# Minimizing the amount of bank transactions in a static loan graph

Suppose we are given a directed, weighted graph $\mathcal{G} = (V, A)$, where $V$ is the set of nodes, and $A \subseteq V^2$ is the set of directed arcs. Also we are given a weight function $w \colon A \to \mathbb{R}_{> 0}$. We interpret each graph node as an entity in a financial graph, or namely, each node models a bank, a company or an individual. Whenever we are given a directed arc $(u, v) \in A$, $u$ is the creditor, $v$ is the debtor and $w(u, v) > 0$ is the amount of resource units being owed. We call such a graph a loan graph.

We will need the following function denoting equity of a node:

$\displaystyle e_{\mathcal{G}}(u) = \sum_{(u, v) \in \mathcal{G}.A} w(u, v) - \sum_{(v, u) \in \mathcal{G}.A} w(v, u)$.

Definition

Two loan graphs $\mathcal{G}_1 = (V, A_1)$ and $\mathcal{G}_2 = (V, A_2)$ are said to be isomorphic, if and only if there exists a bijection $f \colon V \to V$, such that $e_{\mathcal{G}_1}(u) = e_{\mathcal{G}_2}(f(u))$ for all $u \in V$.

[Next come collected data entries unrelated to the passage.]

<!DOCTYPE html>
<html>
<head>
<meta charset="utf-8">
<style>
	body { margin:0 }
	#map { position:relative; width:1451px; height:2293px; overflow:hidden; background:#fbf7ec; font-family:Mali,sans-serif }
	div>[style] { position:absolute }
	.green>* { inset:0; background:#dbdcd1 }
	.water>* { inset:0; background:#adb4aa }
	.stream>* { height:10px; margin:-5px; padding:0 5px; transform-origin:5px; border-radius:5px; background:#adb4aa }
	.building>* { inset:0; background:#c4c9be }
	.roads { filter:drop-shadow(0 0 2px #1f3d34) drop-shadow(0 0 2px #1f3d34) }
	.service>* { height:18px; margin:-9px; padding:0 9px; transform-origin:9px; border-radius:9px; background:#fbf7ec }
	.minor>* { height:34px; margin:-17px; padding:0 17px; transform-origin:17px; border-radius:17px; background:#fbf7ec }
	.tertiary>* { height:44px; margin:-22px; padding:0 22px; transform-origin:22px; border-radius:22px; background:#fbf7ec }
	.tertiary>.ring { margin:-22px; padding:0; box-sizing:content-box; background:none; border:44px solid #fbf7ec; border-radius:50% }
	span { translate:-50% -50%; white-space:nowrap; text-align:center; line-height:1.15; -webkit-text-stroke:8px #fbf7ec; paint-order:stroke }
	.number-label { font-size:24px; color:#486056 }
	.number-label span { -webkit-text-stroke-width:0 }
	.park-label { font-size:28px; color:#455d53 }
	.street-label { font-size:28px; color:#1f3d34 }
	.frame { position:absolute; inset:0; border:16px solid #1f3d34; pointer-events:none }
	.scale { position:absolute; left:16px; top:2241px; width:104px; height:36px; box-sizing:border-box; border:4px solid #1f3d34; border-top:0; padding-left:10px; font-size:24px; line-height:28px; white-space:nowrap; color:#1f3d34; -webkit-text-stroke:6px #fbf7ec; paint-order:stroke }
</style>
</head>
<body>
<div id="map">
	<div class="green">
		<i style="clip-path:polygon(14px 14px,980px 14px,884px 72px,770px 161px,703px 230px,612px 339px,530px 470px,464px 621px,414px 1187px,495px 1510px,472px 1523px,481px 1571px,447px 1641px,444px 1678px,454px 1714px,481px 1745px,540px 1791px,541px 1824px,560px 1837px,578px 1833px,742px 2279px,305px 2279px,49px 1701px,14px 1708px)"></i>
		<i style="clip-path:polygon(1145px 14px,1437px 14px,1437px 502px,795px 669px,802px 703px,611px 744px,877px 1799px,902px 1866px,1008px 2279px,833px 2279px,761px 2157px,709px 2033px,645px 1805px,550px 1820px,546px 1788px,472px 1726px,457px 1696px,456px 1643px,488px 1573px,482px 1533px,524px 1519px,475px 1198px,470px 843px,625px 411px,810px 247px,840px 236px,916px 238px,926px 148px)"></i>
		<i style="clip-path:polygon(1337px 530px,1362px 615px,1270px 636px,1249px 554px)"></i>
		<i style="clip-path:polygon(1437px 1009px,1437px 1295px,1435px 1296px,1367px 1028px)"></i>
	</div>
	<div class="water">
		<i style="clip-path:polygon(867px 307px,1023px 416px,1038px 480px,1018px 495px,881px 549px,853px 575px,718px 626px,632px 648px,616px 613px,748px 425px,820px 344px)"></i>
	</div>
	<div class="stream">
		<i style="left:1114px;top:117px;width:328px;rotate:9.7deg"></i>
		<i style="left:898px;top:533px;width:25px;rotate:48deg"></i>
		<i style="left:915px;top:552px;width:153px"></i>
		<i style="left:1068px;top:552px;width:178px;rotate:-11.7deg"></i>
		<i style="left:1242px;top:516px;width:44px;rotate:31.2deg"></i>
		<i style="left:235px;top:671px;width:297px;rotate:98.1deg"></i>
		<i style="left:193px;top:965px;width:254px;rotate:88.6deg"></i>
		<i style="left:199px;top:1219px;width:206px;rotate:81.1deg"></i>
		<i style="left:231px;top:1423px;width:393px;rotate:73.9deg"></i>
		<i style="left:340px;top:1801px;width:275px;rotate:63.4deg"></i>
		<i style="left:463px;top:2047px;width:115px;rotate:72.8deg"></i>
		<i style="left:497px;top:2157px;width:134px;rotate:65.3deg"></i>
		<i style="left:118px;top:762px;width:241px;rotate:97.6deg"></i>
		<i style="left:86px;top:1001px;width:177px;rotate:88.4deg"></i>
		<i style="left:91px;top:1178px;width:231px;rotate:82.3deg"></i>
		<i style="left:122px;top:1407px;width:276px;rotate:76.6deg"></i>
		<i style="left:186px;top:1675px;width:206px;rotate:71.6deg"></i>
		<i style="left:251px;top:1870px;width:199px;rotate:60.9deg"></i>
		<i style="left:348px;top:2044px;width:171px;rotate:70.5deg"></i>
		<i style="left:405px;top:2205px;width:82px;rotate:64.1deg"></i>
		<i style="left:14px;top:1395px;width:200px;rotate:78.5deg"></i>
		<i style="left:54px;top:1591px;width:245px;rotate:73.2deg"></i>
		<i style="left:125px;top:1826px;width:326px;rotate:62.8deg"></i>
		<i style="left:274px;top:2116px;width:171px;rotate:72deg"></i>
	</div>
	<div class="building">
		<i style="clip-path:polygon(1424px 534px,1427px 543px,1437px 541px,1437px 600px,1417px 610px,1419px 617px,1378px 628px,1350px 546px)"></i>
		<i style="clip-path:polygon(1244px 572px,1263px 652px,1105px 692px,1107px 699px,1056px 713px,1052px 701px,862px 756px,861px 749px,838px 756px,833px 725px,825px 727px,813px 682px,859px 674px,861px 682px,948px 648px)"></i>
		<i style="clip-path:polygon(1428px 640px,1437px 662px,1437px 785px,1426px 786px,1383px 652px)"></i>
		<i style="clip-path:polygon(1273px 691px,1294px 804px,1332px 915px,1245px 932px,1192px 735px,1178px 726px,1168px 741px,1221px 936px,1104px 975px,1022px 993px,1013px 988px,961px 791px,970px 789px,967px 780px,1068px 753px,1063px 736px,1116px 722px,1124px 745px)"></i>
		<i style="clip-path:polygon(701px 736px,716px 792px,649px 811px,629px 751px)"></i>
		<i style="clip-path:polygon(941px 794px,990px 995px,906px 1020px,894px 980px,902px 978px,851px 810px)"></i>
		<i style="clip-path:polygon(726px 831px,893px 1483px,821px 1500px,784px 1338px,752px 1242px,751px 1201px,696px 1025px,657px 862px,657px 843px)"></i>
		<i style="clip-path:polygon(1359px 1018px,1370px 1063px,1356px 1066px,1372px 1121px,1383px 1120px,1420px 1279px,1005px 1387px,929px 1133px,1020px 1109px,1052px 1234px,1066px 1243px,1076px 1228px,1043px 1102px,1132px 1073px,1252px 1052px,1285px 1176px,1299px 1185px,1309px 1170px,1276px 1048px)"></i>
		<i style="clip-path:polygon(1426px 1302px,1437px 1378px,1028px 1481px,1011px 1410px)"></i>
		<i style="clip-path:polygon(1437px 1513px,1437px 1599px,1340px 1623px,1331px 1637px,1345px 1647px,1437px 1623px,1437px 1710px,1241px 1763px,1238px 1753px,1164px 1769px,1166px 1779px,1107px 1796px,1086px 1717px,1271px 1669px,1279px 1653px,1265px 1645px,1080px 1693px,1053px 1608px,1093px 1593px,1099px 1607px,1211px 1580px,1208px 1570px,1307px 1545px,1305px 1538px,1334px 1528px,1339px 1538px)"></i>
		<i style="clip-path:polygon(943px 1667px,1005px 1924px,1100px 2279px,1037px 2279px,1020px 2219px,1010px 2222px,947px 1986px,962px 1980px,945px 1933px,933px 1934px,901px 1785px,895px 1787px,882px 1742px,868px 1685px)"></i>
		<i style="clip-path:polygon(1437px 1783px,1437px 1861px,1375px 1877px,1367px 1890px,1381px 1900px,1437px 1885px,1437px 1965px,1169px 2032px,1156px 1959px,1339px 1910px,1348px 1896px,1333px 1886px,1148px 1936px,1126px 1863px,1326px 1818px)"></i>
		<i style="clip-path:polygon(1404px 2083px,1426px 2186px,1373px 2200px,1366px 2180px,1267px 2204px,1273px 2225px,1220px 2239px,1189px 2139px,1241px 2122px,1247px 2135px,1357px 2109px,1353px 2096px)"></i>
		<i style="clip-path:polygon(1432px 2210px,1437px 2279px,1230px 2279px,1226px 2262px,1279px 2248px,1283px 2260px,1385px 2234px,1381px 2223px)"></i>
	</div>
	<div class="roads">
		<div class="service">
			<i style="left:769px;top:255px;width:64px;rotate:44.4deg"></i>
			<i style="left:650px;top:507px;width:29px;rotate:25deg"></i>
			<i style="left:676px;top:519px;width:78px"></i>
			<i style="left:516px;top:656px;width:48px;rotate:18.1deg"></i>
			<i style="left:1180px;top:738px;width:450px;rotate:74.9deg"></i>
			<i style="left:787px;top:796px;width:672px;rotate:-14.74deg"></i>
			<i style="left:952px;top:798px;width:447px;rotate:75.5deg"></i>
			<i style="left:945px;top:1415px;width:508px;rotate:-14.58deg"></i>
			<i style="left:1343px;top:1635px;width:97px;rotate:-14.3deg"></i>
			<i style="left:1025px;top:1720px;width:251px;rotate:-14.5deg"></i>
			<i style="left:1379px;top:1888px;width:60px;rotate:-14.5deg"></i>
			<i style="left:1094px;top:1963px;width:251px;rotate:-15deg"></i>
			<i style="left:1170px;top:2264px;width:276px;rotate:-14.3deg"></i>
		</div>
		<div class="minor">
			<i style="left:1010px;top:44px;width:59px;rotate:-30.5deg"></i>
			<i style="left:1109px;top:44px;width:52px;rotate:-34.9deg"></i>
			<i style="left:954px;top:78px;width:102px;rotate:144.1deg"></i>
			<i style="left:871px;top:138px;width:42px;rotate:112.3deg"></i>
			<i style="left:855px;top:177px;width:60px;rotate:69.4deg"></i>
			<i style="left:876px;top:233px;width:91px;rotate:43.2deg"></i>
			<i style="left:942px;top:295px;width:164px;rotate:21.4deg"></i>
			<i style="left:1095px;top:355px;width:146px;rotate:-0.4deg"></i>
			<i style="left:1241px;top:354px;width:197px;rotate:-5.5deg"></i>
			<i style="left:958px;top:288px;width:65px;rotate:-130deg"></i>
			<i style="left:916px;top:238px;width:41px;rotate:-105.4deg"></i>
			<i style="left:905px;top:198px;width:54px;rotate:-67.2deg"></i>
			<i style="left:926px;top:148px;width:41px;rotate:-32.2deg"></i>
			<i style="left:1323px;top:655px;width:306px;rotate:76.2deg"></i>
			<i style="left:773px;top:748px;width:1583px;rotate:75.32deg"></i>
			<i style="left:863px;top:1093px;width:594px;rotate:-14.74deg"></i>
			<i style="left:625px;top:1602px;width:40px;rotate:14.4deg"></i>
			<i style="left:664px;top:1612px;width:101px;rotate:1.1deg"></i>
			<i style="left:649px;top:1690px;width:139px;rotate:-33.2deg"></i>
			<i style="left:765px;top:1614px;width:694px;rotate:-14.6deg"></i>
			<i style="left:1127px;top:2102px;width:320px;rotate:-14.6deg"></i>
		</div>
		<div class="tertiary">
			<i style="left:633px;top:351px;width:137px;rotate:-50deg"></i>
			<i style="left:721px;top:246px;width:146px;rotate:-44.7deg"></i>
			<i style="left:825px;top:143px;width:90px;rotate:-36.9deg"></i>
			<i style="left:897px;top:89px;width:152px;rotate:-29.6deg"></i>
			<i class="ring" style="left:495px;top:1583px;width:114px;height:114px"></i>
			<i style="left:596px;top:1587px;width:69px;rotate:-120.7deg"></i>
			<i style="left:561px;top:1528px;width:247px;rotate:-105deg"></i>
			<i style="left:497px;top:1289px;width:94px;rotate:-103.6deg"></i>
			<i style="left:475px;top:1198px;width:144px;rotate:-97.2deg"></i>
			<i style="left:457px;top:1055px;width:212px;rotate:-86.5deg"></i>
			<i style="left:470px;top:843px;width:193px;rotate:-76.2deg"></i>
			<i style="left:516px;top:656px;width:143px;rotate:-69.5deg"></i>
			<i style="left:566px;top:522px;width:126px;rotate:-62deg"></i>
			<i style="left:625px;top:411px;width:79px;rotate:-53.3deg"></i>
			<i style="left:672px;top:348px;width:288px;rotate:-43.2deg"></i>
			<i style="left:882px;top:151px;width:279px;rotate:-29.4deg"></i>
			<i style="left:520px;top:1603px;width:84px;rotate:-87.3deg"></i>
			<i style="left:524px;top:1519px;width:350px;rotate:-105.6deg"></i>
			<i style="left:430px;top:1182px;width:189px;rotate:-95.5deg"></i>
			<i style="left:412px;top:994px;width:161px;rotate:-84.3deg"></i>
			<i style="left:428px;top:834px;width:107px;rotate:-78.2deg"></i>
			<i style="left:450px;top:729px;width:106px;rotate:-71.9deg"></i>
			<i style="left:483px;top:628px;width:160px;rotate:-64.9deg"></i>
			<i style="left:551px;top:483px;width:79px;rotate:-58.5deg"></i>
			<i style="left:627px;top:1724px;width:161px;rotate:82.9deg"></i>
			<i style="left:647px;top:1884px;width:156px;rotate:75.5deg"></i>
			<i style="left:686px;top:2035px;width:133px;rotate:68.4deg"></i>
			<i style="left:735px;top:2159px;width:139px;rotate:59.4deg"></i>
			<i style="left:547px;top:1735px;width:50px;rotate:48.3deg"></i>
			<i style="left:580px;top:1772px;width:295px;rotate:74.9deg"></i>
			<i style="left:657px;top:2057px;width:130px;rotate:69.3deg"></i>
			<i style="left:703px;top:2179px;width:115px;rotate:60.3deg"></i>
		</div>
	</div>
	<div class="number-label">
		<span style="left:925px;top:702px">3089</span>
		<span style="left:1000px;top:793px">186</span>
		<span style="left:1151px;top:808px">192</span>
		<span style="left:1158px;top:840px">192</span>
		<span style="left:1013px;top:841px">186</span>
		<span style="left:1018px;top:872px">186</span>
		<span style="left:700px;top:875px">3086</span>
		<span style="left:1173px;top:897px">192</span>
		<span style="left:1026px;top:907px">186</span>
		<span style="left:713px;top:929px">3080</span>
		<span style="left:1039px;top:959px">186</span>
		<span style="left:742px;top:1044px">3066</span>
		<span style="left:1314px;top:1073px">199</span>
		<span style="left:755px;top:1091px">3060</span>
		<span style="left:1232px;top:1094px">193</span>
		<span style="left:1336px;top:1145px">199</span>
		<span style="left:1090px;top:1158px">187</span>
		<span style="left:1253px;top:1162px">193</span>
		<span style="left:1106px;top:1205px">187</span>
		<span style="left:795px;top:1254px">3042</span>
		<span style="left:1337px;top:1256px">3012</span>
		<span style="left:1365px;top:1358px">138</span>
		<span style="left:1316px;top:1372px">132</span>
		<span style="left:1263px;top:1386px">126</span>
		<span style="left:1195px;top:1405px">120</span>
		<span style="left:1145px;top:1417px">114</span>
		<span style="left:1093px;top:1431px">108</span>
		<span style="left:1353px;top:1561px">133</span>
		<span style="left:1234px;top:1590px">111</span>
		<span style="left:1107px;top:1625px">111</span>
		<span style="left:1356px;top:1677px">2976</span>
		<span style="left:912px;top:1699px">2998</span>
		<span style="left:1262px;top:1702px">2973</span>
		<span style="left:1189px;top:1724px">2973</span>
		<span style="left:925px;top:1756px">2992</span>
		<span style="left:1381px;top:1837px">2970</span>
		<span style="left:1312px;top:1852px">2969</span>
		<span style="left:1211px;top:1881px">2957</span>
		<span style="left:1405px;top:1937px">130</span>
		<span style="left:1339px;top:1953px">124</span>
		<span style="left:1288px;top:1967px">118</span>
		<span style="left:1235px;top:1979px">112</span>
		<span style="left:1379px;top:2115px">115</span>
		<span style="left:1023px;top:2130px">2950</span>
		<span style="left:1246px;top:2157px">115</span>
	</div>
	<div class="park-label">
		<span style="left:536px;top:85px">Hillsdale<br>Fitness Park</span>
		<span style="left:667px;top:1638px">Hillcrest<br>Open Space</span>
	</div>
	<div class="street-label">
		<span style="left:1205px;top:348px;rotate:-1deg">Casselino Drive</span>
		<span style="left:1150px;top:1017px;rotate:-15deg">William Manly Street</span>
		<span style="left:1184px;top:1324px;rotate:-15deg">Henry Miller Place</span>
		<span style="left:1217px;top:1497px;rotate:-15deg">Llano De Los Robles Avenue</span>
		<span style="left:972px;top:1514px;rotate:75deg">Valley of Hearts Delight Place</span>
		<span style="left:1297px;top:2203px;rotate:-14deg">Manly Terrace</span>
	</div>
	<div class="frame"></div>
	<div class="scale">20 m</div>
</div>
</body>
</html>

Now, given a loan graph $\mathcal{G}$, we want to compute another loan graph that is isomorphic to $\mathcal{G}$ and has the minimum amount of arcs needed to preserve the equities.

Definition

A subset of nodes $V'$ is a group if and only if

$\displaystyle \sum_{u \in V'} e(u) = 0.$

A trivial group is a single node $u$ with $e(u) = 0$. A semi-trivial group is a pair of nodes $\{ u, v \}$ such that $e(u) \neq 0 \neq e(v)$ and $e(u) = -e(v)$. Any other group is a non-trivial group. A group $V$ is said to be proper, if there exists no $\mathfrak{G} \subsetneq V$, such that $\mathfrak{G} \neq \emptyset$ and $\mathfrak{G}$ and $V - \mathfrak{G}$ are groups. A group is said to be improper if it is not a proper group. Note that only non-trivial groups may be improper.

Whenever we construct a loan graph by adding weighted arcs, upon each arc with weight $w$, we increase the equity of one node by $w$ and we decrease the equity of another node by the same amount, which implies that every loan graph is a group. Also, every group $V$ may be reconnected in linear time with at most $|V| - 1$ arcs. Note that it is a large improvement whenever $A = \Theta(V^2)$ as in the case of dense loan graphs.

In order to construct a minimal loan graph (i.e., the loan graph with the least possible amount of arcs), we need to find the maximal amount of proper groups. We say maximal, as it is possible (in some cases) to produce a partition, whose each block constitute a proper group, but the amount of groups is not maximal. Partitions into proper groups are not necessarily unique, and if they aren’t, there is no guarantee that all such partitions will imply the same amount of arcs, as is demonstrated in the following example: Suppose we have a loan graph of six nodes, with equity sequence $\langle -4, -2, -2, 2, 2, 4 \rangle$. Now there is two ways such a loan graph may be partitioned into proper groups:

1. $\langle -4, 2, 2 \rangle \langle-2, -2, 4 \rangle$
2. $\langle -2, 2 \rangle \langle -2, 2 \rangle \langle -4, 4 \rangle$

Note that the first partition produces four arcs, and the second one produces three. In general, a loan graph with $n$ nodes and $m$ groups may be reconnected with only $n - m$ arcs.

It is clear that the minimal loan graph problem is combinatorial. Therefore there might be need for speeding the computation by reducing the size of the problem instance. For example, before doing the search, we might discard trivial and semi-trivial groups, thus reducing the size of the input problem isntance. It seems like a greedy strategy, and we know that greed does not always lead to optima. Notwithstanding, the following lemma proves that discarding trivial and semi-trivial groups before the computation does not necessarily lead to suboptimal solution:

Lemma

Discarding trivial and semi-trivial groups from the input does not imply suboptimality of the solution.

Proof
Suppose the maximum amount of groups in the input graph is $n$, $n_1$ of which are trivial groups, and $n_2$ of which are semi-trivial groups. Now suppose the contrary: discarding all the trivial and semi-trivial groups leads to suboptimal amount of total groups, $n'$. By definition of suboptimality, we must have that $n - n_1 - n_2 > n'$, which is absurd since $n' = n - n_1 - n_2$.

Since there seems no way of validating the optimality of a solution in polynomial-time, the loan graph problem seems to be NP-hard; to be verified in future posts.